Knowledge Base Design

The Problem

Agents read files. The question is: which files, in what order, with what structure? A flat directory of Markdown files forces the agent to read everything or guess. A well-structured KB lets the agent navigate to exactly what it needs in 1-2 file reads.

The Agent-Consumption Weighting

Not all documentation types are equally useful to agents. Based on Diataxis (Daniele Procida), we weight the four document types for agent consumption:

Type	Agent Value	Why
Reference	Highest	Structured, predictable, greppable. Consistent format means the agent can parse reliably
How-to	High	Action-oriented recipes map directly to agent tasks. Step-by-step instructions translate into actions
Explanation	Medium	Provides context for judgment calls. But costs tokens proportional to discursiveness. Best accessed on-demand
Tutorial	Low	Agents don’t build confidence, learn by repetition, or benefit from “we” language.

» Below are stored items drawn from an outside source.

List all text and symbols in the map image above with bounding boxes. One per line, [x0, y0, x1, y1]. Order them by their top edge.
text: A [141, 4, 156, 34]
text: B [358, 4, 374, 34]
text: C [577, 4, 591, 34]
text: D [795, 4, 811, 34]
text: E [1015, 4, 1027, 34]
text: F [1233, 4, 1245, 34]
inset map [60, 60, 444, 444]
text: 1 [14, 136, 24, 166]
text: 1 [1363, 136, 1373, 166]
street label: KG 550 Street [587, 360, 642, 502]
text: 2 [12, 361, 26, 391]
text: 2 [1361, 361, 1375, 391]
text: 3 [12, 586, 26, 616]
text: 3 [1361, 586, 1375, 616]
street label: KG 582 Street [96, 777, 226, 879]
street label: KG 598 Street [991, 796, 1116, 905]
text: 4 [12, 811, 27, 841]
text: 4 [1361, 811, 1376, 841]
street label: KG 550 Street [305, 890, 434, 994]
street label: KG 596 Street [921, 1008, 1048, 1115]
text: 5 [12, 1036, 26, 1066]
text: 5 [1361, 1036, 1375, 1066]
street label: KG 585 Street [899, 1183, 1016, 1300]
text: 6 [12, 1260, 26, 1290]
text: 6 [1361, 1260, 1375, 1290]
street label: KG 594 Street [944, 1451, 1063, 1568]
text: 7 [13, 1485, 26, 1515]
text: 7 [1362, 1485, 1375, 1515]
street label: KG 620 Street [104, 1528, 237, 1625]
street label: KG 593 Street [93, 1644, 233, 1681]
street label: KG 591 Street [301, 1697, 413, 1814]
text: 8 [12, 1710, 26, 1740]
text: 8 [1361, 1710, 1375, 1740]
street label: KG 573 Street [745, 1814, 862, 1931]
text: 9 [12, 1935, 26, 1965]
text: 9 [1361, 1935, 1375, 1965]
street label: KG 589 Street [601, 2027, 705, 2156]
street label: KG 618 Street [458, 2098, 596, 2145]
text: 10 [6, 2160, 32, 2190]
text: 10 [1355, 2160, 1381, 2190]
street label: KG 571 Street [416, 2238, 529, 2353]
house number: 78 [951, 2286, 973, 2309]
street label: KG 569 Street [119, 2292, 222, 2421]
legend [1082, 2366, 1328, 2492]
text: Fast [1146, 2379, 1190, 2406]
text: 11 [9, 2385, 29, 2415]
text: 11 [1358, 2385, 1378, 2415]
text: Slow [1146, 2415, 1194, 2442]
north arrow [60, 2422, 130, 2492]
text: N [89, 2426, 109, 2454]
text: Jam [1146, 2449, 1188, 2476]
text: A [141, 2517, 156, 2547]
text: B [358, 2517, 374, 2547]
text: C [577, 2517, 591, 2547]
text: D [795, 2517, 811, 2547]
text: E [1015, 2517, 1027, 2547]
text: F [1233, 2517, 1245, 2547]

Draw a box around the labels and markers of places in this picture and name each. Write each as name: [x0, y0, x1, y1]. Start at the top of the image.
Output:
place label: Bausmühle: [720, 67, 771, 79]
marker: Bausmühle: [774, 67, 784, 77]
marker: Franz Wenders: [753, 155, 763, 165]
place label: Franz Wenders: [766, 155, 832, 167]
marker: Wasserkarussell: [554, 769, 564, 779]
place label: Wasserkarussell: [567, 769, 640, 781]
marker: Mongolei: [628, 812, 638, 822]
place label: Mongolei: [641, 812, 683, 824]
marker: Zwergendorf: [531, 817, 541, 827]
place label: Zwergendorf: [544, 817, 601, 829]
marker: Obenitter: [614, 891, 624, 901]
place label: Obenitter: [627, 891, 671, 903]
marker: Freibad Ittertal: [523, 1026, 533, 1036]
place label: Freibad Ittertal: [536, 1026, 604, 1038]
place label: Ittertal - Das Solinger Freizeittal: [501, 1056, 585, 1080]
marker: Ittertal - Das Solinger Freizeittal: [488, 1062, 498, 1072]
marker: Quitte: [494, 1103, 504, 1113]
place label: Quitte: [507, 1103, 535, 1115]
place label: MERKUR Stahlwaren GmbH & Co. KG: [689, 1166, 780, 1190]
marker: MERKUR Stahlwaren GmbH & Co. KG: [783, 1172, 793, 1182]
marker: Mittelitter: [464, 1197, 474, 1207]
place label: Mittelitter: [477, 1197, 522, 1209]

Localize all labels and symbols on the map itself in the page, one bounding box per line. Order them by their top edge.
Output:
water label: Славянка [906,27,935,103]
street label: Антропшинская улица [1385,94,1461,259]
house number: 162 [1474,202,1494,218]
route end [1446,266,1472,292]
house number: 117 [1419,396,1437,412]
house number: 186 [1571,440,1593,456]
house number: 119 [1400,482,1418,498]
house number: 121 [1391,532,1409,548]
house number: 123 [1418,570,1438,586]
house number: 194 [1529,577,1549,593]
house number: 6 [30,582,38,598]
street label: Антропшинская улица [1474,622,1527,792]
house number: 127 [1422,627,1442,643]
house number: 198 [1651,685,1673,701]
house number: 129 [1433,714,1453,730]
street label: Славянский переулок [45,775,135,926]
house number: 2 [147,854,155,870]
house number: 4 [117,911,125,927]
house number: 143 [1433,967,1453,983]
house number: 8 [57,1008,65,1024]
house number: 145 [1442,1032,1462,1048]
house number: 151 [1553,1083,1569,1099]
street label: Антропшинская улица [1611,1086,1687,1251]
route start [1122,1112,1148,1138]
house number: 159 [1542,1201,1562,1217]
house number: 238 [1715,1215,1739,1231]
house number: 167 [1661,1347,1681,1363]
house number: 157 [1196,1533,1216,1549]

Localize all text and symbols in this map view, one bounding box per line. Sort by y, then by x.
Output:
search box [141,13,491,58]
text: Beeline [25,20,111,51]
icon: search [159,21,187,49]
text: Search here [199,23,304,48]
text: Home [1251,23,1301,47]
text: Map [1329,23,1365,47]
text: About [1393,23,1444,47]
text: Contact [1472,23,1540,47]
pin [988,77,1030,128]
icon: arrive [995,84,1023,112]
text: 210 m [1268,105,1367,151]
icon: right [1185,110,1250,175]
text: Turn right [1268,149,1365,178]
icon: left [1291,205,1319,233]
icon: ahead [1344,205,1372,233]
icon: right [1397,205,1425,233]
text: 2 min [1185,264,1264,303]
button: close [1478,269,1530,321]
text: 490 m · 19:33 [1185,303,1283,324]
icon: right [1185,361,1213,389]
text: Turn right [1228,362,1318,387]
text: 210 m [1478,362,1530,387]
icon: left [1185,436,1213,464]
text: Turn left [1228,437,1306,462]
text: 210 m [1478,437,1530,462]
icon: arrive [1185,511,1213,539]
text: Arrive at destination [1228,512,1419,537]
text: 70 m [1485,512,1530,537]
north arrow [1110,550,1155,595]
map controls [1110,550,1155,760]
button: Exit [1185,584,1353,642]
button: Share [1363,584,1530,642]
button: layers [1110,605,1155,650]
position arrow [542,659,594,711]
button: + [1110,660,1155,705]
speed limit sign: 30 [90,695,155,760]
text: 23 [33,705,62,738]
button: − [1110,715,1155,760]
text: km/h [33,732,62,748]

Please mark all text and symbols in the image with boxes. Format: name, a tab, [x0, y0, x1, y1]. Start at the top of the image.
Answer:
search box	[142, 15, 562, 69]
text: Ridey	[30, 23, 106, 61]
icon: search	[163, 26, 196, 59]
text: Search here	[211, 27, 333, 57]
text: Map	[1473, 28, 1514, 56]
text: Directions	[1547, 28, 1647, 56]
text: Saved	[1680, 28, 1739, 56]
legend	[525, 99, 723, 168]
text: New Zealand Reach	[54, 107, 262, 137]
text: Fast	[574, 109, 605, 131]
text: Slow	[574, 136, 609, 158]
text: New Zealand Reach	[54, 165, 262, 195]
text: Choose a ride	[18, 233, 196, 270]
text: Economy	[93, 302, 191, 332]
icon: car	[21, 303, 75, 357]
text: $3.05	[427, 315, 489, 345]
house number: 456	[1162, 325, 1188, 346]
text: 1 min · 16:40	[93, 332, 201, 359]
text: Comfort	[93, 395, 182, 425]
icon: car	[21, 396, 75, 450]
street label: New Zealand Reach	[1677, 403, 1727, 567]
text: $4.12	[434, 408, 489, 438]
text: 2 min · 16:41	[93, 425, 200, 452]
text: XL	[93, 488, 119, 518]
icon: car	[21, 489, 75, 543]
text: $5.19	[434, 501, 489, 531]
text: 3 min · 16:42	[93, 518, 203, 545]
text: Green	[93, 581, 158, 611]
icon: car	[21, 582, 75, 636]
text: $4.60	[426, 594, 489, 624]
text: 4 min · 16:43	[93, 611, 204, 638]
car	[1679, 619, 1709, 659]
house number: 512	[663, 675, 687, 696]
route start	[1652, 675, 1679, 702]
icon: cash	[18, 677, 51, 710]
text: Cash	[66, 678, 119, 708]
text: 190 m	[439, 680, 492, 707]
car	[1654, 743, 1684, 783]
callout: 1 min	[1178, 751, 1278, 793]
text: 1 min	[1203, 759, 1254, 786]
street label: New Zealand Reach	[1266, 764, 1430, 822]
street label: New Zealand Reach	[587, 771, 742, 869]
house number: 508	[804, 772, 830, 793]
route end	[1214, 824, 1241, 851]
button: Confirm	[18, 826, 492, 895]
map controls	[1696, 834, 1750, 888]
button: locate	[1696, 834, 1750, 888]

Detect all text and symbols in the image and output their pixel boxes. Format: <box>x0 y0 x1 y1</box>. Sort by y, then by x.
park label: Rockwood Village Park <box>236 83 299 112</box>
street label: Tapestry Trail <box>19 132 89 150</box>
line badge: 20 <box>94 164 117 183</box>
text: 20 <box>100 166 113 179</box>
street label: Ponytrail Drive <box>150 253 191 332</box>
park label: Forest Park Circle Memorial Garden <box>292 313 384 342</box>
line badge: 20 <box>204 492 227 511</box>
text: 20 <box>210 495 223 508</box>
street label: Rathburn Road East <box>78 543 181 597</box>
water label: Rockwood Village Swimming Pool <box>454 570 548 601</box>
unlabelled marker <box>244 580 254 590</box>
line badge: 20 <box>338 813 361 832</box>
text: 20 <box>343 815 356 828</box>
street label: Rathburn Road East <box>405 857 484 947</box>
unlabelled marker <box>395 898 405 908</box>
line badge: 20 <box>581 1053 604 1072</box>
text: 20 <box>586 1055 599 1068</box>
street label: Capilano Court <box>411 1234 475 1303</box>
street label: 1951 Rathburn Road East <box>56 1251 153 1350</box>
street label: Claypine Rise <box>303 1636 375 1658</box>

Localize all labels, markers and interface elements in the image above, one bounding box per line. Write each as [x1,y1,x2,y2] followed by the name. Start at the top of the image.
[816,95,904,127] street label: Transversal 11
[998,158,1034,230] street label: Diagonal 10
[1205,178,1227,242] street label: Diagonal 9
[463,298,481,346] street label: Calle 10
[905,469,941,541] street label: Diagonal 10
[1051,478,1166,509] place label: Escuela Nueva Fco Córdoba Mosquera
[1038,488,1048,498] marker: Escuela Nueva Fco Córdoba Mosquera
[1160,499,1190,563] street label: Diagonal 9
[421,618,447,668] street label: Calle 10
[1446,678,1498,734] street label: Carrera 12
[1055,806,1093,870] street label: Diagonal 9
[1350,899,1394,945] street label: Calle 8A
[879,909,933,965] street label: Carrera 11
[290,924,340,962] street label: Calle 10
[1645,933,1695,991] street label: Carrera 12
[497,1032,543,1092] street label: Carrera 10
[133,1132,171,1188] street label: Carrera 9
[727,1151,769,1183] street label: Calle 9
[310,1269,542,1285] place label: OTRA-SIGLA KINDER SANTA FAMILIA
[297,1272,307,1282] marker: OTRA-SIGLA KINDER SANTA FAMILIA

Almost entirely wasted tokens

This inverts the typical human documentation priority. Humans want tutorials first; agents want reference first.

Directory Layout

A KB serving both human and agent consumers:

knowledge-store/
├── index.md                    # Entry point: routing table
├── reference/                  # Agent-primary
│   ├── api-changes.md
│   ├── configuration.md
│   └── error-codes.md
├── howto/                      # Agent-primary
│   ├── migrate-security.md
│   ├── handle-deprecation.md
│   └── configure-logging.md
├── explanation/                # Agent-secondary (on-demand)
│   ├── why-api-changed.md
│   └── design-rationale.md
└── tutorials/                  # Human-only (agent ignores)
    └── getting-started.md

The Index Pattern

The index.md at every directory level is the agent’s entry point. It contains a routing table — not content, but pointers:

# Spring Migration Knowledge

| Topic | File | Read when... |
|-------|------|-------------|
| Import changes | reference/javax-to-jakarta.md | Task involves import migration |
| Security config | howto/migrate-security.md | Project uses Spring Security |
| JPA changes | reference/jpa-changes.md | Task involves data access |
| Why APIs changed | explanation/api-rationale.md | Agent needs design context |

The “Read when…” column is critical. It tells the agent under what conditions to read the file. This is more useful than a document type label — it encodes priority and relevance.

Routing precedence

“Always read first” — mandatory context
“Task involves X” — conditional on the current task
“Only when stuck” — fallback for debugging

Progressive Disclosure

The agent reads in layers:

Read the root index

~50 lines. The agent sees what domains exist and which are relevant to its task.

Read the domain index

~30 lines. The agent sees specific topics and their routing conditions.

Read the relevant file

Full content — but only for the 1-3 files that match the task. Not the whole KB.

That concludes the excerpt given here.